Scarborough v. Central Arizona Light And Power Co.

Decision Date06 October 1941
Docket NumberCivil 4344
Citation117 P.2d 487,58 Ariz. 51
PartiesPAULINE SCARBOROUGH and D. C. SCARBOROUGH, Her Husband, Appellants, v. CENTRAL ARIZONA LIGHT AND POWER COMPANY, a Corporation, and JOHN DOE, Appellees
CourtArizona Supreme Court

APPEAL from a judgment of the Superior Court of the County of Maricopa. Arthur T. LaPrade, Judge. Judgment affirmed.

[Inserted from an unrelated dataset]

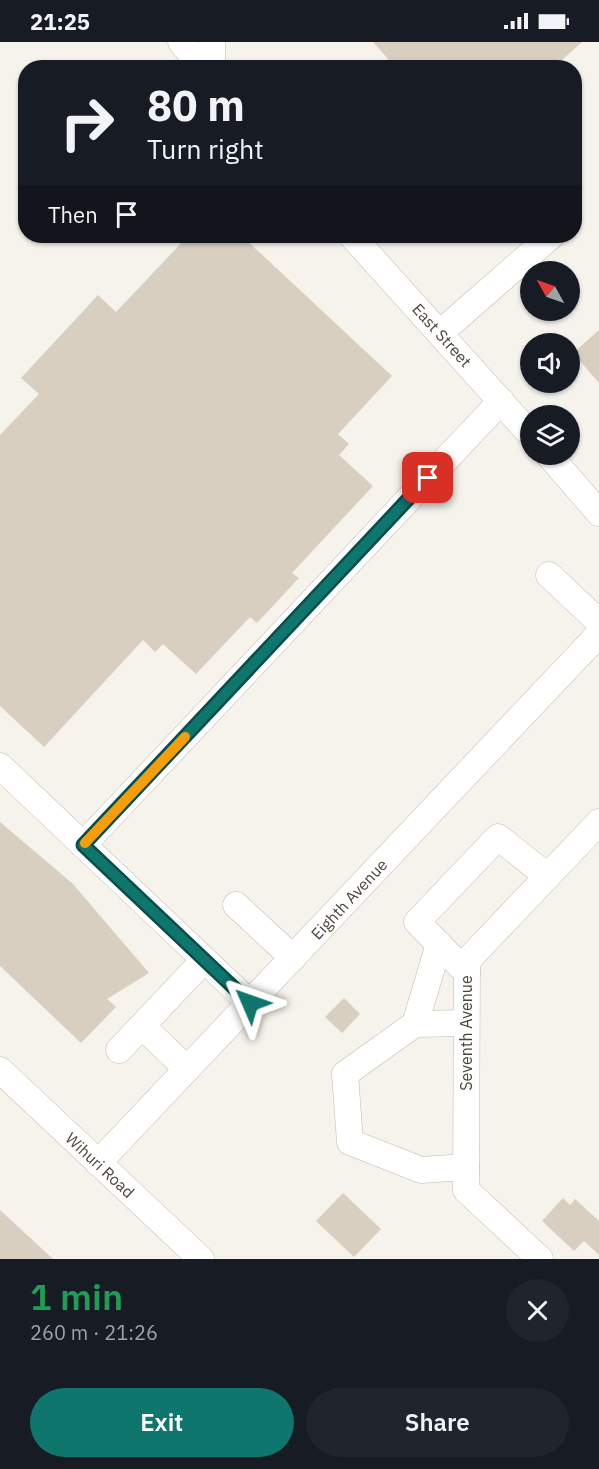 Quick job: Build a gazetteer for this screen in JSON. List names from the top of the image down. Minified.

Mr. V L. Hash, for Appellants.

Messrs Armstrong, Kramer, Morrison & Roche, for Appellees.

OPINION

LOCKWOOD, C.J.

Pauline Scarborough, called plaintiff, and D. C. Scarborough, her husband, brought suit against Central Arizona Light and Power Company, a corporation, called defendant, and John Doe, to recover damages which plaintiff alleged she had incurred through the negligence of defendant. The case came on for trial before a jury, and after plaintiff had made her opening statement, defendant moved that the jury be instructed to return a verdict for it on the ground that the opening statement of counsel did not show facts sufficient to sustain a verdict against defendant. The court took a recess, and after discussing with counsel the issues of the case, counsel for plaintiff made a specific and detailed avowal of what he expected to prove, whereupon the court granted the motion of defendant, and instructed the jury to return a verdict in its favor, which was done, and in due course this appeal was taken.

The suit was based on the alleged negligence of defendant, and unless plaintiff could present evidence from which a jury might reasonably infer that defendant had been negligent in some duty which it owed to her, the court would have been compelled to instruct a verdict in favor of defendant. If, however, it appeared before the presentation of evidence had actually begun that plaintiff could not present enough to sustain a verdict in her favor, it was highly commendable for the court to instruct a verdict as soon as that fact appeared, and thus avoid a useless expenditure of both time and effort.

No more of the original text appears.